▶

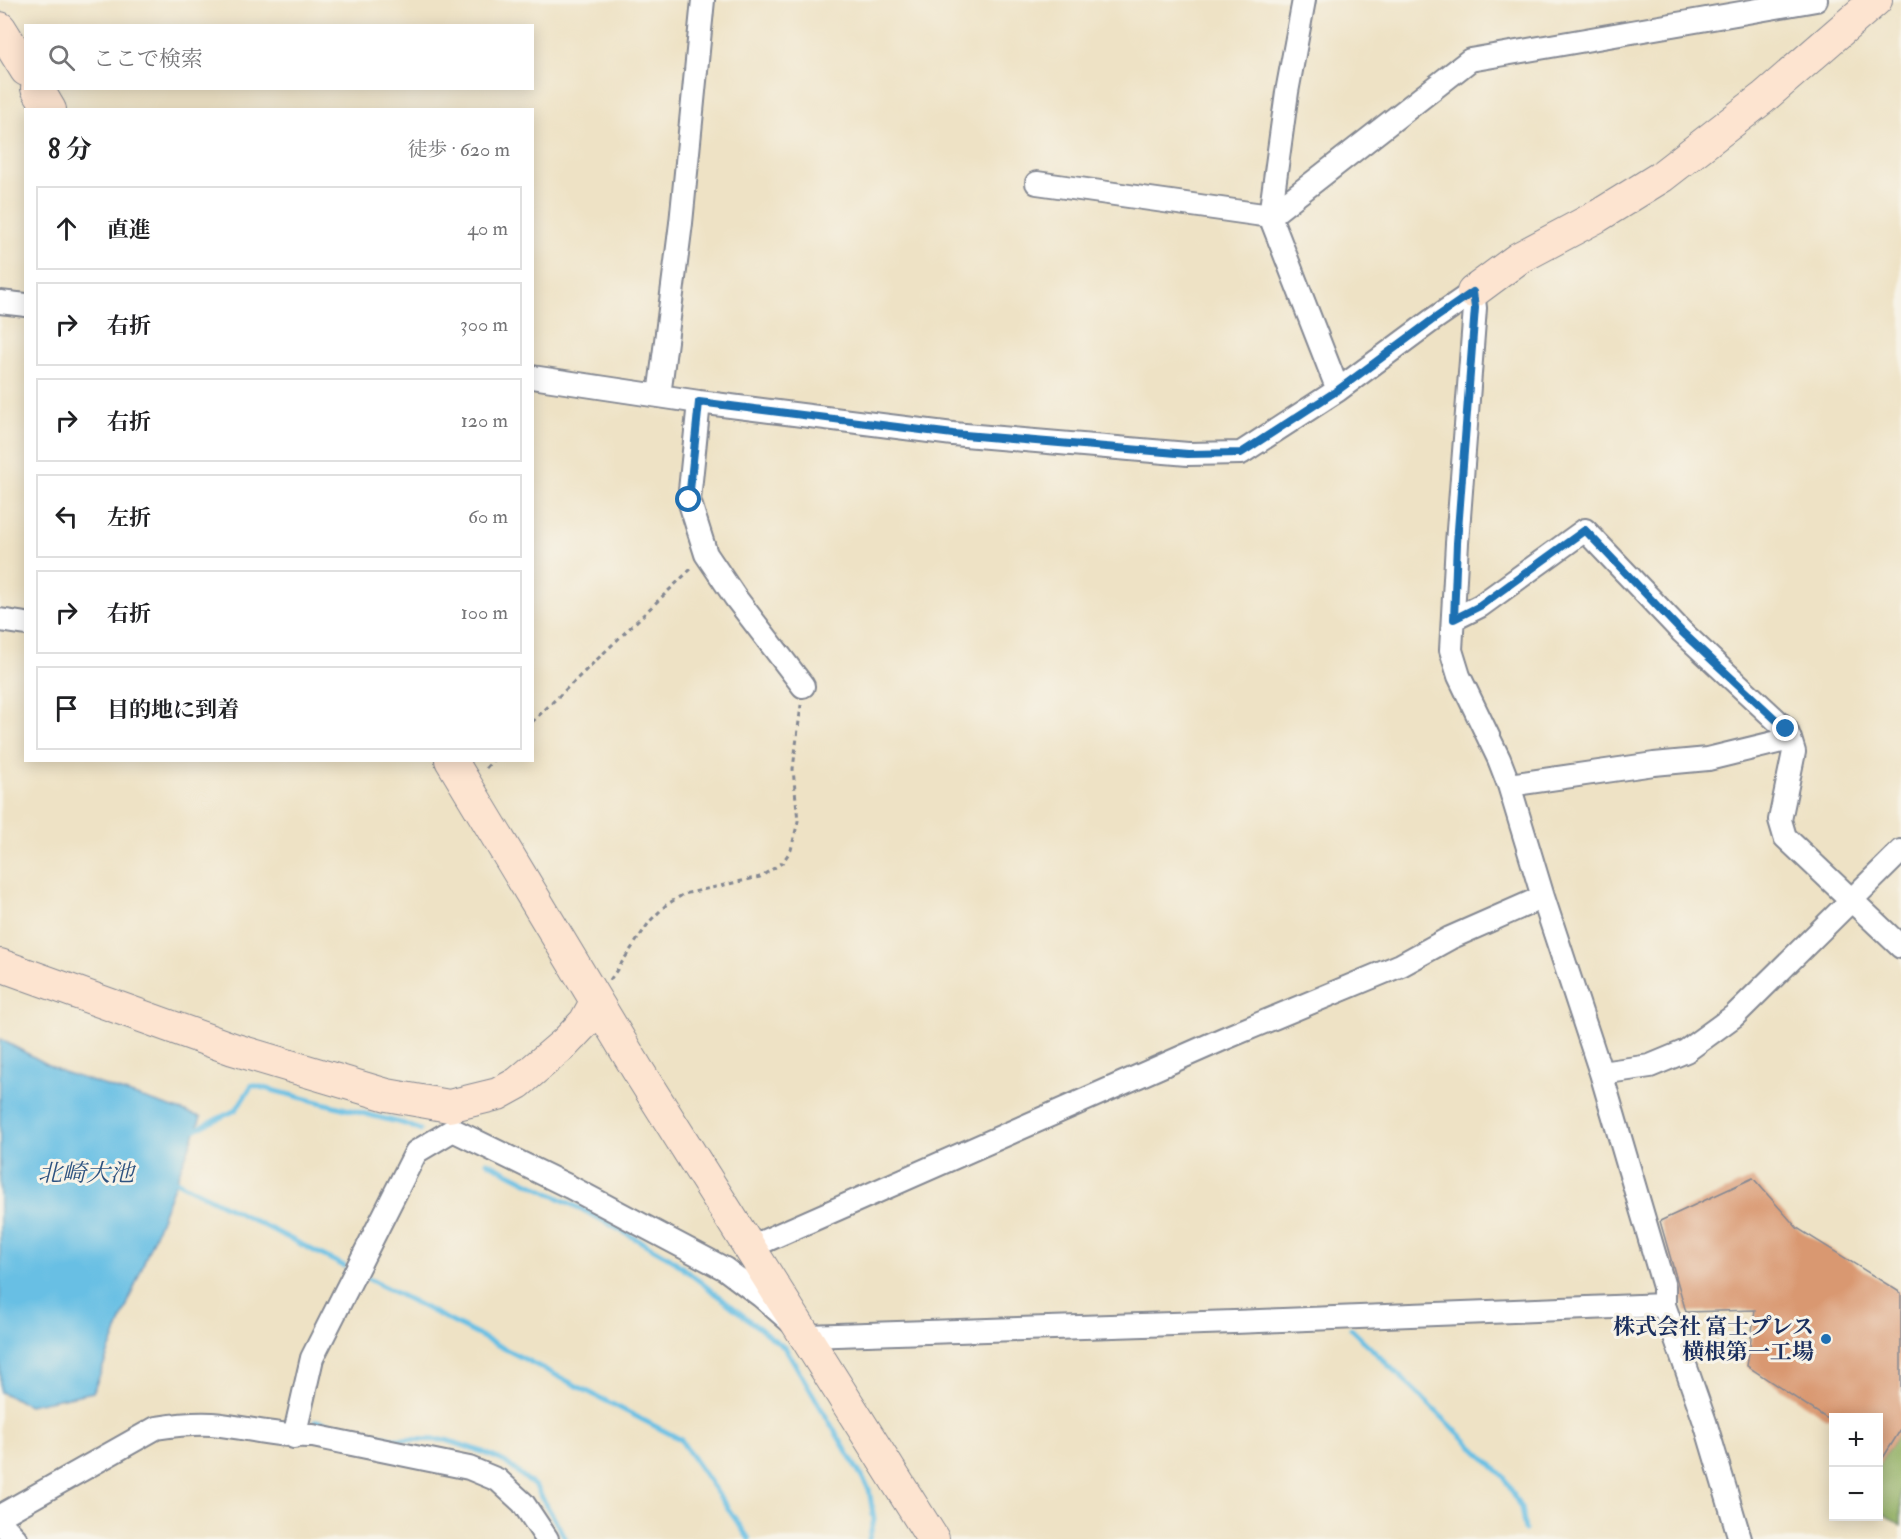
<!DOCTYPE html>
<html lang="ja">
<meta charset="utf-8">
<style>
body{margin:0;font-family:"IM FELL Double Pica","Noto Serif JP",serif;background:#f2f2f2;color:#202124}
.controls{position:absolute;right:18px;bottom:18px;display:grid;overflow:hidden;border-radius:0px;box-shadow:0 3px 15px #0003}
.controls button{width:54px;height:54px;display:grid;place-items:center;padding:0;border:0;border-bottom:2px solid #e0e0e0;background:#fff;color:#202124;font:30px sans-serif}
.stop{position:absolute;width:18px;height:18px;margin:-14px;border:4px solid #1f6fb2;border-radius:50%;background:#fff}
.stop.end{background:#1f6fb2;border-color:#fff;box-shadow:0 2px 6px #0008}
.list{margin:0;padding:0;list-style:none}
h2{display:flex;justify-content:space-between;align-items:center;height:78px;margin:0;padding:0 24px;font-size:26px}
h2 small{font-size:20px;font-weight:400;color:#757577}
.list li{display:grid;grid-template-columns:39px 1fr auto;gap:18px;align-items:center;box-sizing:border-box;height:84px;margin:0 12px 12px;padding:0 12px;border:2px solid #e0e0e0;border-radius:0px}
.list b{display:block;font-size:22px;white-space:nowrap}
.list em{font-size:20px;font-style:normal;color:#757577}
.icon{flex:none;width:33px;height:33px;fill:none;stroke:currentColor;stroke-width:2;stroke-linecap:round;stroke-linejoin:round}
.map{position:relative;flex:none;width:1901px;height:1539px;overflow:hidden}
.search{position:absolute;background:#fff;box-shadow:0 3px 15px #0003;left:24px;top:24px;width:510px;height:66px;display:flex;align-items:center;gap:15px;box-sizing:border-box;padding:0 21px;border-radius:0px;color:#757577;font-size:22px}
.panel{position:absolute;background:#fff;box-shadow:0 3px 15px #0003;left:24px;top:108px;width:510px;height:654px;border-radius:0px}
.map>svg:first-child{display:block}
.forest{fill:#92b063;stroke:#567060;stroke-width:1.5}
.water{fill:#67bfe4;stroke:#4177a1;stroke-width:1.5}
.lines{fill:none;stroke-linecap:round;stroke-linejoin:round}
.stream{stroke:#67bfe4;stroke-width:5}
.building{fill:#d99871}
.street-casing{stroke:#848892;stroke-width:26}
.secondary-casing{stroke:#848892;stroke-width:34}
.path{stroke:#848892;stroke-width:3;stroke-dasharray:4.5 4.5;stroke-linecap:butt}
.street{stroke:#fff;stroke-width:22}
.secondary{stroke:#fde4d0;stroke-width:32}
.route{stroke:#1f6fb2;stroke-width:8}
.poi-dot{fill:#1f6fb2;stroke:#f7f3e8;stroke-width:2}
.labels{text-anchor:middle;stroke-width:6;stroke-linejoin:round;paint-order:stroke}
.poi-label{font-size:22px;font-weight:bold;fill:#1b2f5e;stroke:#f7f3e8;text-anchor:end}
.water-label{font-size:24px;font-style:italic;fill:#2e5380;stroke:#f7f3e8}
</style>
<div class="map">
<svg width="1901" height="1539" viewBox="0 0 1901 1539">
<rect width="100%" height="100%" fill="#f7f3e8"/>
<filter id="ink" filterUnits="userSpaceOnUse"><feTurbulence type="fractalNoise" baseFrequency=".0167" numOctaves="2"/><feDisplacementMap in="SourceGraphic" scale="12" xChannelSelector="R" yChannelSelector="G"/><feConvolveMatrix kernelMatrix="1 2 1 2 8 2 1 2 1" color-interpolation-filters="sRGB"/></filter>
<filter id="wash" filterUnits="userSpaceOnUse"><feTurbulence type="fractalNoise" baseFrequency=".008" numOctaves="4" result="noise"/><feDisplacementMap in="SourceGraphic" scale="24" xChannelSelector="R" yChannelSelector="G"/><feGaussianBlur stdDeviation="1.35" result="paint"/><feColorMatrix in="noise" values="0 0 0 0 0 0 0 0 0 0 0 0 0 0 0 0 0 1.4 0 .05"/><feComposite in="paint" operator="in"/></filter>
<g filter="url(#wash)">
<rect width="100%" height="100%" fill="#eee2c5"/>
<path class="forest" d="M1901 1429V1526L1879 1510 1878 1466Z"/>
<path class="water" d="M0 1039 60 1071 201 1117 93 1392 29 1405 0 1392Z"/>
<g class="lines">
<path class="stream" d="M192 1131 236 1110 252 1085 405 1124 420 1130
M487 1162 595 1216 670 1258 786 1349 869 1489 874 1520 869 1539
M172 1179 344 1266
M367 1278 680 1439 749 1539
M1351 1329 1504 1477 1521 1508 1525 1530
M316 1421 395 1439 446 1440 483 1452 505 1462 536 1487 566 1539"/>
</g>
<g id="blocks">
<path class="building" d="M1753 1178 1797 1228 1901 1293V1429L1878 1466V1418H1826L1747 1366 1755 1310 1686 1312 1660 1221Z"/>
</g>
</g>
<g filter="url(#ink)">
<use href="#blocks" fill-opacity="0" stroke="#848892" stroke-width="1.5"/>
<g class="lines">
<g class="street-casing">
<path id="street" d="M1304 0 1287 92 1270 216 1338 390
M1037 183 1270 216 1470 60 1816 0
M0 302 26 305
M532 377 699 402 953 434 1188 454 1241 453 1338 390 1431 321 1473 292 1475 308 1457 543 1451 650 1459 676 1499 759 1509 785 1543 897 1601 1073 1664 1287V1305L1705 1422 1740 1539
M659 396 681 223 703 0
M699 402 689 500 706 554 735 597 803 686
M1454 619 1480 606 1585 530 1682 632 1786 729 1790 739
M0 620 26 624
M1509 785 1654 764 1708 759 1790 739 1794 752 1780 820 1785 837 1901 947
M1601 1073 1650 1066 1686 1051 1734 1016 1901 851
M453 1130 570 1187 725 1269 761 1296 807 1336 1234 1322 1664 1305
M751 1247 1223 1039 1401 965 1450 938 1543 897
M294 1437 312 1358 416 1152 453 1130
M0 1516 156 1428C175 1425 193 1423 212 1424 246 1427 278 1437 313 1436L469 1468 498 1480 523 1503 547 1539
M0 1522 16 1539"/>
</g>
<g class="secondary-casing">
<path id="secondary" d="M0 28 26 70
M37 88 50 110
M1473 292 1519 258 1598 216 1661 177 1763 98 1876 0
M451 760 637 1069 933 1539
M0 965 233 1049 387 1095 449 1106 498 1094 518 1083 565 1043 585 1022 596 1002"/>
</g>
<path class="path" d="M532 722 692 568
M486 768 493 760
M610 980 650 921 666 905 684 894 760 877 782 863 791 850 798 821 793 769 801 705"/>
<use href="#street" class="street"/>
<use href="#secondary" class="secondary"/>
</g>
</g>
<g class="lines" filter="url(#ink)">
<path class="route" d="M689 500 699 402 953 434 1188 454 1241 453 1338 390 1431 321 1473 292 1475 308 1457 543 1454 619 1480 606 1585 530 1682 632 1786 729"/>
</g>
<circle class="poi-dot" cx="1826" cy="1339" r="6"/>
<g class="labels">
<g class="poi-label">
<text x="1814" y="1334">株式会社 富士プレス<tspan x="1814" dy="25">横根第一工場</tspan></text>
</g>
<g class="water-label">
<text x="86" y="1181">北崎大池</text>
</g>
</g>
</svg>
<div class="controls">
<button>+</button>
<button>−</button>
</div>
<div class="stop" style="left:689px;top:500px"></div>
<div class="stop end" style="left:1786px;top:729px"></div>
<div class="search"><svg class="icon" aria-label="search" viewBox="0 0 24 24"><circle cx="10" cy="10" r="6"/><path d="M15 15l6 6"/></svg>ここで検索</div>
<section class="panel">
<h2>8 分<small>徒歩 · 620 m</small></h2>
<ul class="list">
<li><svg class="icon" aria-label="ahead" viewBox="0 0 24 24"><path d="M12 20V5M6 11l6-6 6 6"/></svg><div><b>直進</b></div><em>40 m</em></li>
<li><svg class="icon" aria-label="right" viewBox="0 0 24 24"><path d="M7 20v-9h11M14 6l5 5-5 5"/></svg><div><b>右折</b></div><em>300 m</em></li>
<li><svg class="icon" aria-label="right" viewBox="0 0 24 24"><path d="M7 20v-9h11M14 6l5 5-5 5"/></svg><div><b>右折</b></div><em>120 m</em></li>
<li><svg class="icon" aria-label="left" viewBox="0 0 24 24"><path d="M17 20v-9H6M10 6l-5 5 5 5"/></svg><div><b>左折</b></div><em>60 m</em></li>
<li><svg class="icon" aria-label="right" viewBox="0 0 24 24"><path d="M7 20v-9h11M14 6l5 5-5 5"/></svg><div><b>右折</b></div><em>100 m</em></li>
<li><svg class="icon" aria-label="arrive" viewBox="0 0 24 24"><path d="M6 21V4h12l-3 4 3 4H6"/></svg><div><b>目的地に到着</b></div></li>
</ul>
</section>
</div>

◀

Work order => Report, from the entries above, each line where "wash" is found.

Answer to this exercise =>
<filter id="wash" filterUnits="userSpaceOnUse"><feTurbulence type="fractalNoise" baseFrequency=".008" numOctaves="4" result="noise"/><feDisplacementMap in="SourceGraphic" scale="24" xChannelSelector="R" yChannelSelector="G"/><feGaussianBlur stdDeviation="1.35" result="paint"/><feColorMatrix in="noise" values="0 0 0 0 0 0 0 0 0 0 0 0 0 0 0 0 0 1.4 0 .05"/><feComposite in="paint" operator="in"/></filter>
<g filter="url(#wash)">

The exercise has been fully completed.